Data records
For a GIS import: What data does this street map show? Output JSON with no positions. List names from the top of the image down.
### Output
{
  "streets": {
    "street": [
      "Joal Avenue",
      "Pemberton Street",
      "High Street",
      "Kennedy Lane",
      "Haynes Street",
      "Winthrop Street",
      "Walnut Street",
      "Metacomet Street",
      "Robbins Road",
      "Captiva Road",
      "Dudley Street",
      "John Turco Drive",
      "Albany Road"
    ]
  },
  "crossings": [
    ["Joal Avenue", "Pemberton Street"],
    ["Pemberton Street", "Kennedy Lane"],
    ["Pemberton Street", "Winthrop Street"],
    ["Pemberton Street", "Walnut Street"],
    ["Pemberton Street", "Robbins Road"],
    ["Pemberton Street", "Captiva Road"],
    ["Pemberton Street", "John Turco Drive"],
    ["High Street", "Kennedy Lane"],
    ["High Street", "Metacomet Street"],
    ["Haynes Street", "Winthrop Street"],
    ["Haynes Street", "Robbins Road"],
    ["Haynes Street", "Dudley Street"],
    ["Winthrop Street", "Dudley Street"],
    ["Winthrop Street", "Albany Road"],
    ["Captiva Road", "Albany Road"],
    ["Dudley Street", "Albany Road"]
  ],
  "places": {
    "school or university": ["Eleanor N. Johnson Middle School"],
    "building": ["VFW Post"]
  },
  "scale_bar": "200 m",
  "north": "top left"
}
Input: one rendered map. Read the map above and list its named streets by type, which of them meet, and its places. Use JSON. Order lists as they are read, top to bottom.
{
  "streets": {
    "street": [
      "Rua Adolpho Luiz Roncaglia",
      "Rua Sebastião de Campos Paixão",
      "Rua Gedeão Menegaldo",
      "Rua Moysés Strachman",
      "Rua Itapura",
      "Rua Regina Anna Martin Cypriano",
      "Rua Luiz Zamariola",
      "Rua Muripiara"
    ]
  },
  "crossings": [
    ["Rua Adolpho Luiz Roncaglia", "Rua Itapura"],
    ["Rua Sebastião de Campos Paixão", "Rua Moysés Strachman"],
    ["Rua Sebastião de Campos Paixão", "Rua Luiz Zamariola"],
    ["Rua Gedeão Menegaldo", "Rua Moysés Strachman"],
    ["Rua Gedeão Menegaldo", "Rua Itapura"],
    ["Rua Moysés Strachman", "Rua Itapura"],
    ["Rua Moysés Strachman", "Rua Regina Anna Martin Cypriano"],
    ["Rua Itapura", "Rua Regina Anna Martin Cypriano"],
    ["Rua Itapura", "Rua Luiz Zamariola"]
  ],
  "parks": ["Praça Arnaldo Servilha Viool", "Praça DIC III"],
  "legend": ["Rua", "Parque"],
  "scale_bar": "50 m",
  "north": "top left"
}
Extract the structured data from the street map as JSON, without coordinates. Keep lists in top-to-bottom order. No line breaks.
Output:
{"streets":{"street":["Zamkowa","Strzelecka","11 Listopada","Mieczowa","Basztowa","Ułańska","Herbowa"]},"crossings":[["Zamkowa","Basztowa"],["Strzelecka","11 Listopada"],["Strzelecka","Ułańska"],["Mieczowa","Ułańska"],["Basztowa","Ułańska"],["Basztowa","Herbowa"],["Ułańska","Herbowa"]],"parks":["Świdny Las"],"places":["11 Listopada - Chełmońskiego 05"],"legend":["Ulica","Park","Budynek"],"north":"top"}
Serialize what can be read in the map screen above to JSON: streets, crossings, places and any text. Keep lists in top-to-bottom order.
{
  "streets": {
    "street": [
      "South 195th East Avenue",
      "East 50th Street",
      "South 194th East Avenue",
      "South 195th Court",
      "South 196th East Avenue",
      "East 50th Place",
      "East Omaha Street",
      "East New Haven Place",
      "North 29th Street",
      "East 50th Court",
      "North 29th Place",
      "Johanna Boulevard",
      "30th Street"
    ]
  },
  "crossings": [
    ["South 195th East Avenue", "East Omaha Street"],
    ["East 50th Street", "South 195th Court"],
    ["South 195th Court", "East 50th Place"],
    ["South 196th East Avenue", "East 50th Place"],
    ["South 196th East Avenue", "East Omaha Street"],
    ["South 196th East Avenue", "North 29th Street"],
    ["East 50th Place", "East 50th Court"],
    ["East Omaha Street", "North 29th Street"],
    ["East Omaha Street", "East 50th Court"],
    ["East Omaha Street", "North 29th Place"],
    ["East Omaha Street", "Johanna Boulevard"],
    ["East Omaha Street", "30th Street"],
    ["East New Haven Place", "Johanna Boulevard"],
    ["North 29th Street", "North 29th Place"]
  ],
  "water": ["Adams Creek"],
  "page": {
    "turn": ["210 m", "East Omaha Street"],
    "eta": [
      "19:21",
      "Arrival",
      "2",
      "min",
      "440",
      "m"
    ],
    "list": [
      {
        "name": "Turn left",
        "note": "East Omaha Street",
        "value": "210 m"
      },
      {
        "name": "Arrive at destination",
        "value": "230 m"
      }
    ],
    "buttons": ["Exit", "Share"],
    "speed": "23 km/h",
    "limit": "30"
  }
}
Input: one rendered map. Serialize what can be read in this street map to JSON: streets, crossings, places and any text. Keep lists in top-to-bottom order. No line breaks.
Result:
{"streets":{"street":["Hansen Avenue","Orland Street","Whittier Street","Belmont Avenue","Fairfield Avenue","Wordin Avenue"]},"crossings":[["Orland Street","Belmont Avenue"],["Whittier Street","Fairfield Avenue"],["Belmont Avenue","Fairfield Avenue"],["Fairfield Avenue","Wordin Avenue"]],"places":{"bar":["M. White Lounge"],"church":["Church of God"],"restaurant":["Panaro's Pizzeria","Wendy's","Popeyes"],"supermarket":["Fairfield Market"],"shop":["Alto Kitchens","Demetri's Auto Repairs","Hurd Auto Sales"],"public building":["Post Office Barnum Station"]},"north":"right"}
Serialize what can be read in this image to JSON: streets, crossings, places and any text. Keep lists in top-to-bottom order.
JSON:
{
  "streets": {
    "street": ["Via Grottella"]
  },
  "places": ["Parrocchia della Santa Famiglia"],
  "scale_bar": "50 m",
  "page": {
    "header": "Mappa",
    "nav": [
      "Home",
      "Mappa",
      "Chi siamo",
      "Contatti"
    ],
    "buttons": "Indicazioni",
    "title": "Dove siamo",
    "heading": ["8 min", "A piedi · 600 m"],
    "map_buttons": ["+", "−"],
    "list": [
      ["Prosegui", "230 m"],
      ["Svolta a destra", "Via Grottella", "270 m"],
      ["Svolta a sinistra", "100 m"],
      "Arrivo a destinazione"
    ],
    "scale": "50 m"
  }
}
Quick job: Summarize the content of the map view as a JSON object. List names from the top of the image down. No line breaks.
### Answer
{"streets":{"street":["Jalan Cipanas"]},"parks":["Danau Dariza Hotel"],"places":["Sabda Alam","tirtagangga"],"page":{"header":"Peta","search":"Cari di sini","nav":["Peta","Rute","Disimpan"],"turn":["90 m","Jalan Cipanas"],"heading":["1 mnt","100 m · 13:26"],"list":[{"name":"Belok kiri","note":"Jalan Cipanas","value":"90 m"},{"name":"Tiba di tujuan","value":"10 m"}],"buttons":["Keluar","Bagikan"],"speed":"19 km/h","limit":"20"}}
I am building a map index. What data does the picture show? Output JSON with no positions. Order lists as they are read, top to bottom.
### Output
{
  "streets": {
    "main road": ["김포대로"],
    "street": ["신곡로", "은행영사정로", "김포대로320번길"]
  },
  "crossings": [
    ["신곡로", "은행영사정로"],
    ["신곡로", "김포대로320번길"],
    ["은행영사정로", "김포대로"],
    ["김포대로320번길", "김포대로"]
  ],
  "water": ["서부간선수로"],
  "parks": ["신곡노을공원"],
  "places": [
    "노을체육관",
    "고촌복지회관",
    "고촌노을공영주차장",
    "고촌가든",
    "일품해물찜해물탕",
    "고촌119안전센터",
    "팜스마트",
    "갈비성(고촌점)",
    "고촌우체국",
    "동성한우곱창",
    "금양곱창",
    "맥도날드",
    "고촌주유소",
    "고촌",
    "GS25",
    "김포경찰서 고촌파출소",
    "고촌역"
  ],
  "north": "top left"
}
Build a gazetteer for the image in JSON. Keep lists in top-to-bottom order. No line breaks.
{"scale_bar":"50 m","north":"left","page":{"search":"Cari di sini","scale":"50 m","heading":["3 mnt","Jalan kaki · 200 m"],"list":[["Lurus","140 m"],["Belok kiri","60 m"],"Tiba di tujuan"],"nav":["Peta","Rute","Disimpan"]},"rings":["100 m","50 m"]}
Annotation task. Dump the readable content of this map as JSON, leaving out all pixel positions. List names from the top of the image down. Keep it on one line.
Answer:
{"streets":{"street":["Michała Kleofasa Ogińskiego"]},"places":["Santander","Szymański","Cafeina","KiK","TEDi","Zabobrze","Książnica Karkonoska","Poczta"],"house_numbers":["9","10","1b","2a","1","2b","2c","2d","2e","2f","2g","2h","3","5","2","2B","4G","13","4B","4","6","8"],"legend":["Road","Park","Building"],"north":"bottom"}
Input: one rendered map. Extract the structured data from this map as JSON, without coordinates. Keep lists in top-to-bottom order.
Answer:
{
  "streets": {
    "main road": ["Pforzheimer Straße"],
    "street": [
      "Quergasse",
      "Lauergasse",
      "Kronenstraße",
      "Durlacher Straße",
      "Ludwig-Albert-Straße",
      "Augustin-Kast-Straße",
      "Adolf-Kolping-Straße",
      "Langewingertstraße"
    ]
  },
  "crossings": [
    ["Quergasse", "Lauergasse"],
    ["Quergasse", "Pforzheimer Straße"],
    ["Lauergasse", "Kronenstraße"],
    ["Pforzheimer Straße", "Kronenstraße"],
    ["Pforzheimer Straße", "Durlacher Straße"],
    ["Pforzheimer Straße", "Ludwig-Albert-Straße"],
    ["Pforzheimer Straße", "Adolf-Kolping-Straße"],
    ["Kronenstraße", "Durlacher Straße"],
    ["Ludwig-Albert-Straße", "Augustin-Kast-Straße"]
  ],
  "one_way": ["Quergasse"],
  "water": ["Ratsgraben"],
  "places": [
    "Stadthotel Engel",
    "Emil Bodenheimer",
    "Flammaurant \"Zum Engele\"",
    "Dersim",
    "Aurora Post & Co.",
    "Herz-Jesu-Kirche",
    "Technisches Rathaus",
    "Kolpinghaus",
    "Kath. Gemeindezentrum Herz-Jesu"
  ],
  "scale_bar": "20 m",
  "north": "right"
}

[Exercise description]: Go through the records above and return every line that holds the string "names".

[Solution below]:
For a GIS import: What data does this street map show? Output JSON with no positions. List names from the top of the image down.
Quick job: Summarize the content of the map view as a JSON object. List names from the top of the image down. No line breaks.
Annotation task. Dump the readable content of this map as JSON, leaving out all pixel positions. List names from the top of the image down. Keep it on one line.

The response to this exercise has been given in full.